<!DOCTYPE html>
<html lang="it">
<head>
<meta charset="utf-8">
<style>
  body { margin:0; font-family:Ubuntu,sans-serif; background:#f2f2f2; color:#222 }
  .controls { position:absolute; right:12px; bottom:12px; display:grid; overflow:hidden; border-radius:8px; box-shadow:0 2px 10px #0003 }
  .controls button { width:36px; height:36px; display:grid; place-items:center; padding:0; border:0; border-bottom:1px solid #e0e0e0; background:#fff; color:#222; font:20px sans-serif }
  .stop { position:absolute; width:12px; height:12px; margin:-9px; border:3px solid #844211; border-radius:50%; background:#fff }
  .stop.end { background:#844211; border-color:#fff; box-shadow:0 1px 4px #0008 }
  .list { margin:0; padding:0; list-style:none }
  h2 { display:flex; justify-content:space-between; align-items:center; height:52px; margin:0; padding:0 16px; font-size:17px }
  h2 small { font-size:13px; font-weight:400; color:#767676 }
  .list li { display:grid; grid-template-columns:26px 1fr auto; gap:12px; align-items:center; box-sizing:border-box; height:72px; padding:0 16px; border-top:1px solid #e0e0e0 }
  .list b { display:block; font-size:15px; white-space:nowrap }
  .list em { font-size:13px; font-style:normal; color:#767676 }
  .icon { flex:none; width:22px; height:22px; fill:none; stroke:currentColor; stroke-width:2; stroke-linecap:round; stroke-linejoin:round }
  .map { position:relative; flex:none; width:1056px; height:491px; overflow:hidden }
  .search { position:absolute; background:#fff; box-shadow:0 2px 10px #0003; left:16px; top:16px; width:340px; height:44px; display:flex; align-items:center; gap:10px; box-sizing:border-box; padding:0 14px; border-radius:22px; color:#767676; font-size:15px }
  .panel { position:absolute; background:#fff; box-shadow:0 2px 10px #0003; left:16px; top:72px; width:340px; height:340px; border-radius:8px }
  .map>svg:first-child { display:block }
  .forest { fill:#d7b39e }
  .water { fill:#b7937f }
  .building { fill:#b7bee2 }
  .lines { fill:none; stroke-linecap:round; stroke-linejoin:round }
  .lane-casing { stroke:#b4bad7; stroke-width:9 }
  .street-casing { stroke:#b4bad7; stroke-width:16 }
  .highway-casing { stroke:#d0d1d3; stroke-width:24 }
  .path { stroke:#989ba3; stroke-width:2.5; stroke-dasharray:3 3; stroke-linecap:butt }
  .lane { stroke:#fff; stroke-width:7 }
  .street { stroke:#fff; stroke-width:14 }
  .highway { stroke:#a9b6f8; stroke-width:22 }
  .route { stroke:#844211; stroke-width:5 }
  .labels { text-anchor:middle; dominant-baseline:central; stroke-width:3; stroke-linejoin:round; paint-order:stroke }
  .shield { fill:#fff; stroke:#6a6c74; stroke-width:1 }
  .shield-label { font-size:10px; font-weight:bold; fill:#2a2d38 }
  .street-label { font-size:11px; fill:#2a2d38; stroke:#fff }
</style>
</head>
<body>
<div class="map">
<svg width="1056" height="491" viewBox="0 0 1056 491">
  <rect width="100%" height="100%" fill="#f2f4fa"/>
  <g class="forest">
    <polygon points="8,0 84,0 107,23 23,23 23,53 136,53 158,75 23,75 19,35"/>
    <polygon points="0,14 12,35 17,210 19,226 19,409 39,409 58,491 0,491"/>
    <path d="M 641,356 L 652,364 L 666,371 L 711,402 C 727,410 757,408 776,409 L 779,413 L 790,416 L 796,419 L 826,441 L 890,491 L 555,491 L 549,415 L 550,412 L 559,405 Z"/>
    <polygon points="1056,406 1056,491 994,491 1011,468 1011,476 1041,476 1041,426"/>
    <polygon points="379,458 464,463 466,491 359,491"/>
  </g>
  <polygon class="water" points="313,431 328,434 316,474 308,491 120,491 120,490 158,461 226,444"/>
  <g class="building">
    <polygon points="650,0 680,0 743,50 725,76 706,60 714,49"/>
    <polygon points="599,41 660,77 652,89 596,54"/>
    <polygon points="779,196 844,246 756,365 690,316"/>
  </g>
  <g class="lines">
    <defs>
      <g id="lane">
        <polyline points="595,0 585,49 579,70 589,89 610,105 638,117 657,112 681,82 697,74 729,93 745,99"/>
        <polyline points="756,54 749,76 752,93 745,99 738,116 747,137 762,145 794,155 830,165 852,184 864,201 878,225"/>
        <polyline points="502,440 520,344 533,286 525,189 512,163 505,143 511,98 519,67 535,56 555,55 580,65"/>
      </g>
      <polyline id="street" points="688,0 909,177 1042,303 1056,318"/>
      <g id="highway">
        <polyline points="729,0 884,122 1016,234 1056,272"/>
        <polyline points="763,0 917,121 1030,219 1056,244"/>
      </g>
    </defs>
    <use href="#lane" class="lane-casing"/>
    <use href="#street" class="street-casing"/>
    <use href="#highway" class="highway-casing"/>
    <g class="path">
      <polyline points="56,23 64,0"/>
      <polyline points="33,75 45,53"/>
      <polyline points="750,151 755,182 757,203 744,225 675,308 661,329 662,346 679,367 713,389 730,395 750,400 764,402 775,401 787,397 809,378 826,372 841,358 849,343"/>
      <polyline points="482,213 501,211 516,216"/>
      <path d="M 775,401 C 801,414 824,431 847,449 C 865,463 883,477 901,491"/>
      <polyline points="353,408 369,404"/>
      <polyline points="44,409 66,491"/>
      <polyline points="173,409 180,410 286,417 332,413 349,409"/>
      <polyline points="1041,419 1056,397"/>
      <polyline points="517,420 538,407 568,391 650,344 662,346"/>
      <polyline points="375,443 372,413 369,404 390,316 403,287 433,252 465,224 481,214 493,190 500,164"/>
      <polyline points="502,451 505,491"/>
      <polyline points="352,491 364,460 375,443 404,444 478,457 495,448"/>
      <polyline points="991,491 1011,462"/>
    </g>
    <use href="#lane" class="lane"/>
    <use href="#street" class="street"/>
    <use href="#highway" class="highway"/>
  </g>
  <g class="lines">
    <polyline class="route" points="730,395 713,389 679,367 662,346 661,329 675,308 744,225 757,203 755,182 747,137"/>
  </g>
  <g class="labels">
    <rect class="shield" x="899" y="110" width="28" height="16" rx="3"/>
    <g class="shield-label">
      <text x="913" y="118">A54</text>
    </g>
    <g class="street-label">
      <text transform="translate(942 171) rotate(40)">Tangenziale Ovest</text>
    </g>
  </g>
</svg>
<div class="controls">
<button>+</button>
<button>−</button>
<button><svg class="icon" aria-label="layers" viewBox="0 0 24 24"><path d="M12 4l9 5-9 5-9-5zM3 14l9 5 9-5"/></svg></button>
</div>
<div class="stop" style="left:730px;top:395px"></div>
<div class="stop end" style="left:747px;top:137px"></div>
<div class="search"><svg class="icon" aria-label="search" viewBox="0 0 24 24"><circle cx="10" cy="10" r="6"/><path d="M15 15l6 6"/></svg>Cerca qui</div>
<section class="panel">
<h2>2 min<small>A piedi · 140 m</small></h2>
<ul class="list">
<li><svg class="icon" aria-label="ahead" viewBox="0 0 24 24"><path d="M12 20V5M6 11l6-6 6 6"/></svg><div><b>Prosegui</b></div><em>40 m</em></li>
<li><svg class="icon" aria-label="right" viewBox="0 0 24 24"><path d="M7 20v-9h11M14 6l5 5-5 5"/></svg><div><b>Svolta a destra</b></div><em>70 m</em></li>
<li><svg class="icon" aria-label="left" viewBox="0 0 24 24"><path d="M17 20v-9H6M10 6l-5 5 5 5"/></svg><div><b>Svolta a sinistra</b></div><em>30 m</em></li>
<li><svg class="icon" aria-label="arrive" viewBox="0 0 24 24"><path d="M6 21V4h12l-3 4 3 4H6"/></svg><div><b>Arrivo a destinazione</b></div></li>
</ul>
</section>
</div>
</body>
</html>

_PROBLEM DESCRIPTION_. Sift the material for lines with the string "list". Copy each one found.

_RESPONSE TO THE EXERCISE_.
  .list { margin:0; padding:0; list-style:none }
  .list li { display:grid; grid-template-columns:26px 1fr auto; gap:12px; align-items:center; box-sizing:border-box; height:72px; padding:0 16px; border-top:1px solid #e0e0e0 }
  .list b { display:block; font-size:15px; white-space:nowrap }
  .list em { font-size:13px; font-style:normal; color:#767676 }
<ul class="list">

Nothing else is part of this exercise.